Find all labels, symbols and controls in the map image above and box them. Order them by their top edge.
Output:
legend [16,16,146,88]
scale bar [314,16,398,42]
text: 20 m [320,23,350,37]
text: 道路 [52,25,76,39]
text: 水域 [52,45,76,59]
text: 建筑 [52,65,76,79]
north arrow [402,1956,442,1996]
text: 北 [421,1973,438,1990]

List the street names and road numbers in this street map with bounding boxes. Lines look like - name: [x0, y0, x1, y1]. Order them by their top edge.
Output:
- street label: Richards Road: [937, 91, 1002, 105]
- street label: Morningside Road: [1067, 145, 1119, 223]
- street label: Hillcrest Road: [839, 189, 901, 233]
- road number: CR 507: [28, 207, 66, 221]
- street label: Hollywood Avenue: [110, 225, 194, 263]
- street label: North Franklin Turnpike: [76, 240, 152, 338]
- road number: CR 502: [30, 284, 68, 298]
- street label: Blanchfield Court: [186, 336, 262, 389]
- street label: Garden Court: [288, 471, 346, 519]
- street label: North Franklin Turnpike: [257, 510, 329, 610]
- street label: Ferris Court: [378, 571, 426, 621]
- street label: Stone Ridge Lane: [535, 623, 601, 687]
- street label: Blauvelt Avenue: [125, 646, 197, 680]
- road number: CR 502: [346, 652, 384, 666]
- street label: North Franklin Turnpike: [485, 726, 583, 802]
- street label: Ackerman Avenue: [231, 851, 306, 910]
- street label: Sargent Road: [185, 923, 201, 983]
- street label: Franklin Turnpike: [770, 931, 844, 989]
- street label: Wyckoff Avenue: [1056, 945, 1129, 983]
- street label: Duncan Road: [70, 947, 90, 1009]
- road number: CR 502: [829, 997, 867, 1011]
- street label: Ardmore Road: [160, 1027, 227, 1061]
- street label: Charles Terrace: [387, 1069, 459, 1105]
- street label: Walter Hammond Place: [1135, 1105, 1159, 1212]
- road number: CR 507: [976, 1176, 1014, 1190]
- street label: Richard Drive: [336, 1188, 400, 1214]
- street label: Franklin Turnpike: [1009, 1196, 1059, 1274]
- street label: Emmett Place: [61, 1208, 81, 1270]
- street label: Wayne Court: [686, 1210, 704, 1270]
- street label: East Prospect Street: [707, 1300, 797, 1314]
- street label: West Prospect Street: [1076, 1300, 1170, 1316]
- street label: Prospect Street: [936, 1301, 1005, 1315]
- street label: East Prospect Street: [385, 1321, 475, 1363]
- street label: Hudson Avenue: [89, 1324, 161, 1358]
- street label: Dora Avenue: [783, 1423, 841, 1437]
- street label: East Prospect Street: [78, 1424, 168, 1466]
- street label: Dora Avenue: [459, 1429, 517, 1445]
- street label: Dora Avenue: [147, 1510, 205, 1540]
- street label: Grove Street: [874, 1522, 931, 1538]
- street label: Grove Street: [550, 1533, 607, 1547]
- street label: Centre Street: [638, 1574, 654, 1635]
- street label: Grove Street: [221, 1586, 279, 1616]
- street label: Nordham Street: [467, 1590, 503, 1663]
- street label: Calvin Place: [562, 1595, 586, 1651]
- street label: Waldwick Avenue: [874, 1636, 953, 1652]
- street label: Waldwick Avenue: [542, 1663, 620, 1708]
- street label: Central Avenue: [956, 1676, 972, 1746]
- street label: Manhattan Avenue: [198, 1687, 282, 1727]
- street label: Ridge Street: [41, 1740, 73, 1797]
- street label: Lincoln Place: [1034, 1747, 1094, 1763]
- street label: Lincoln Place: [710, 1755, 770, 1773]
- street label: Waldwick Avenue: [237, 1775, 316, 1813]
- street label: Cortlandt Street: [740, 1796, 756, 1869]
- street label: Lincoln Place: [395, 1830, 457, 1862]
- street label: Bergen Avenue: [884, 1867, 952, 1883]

### Brief
Find and copy each line of the listing above that holds the word "East".

### Exercise result
- street label: East Prospect Street: [707, 1300, 797, 1314]
- street label: East Prospect Street: [385, 1321, 475, 1363]
- street label: East Prospect Street: [78, 1424, 168, 1466]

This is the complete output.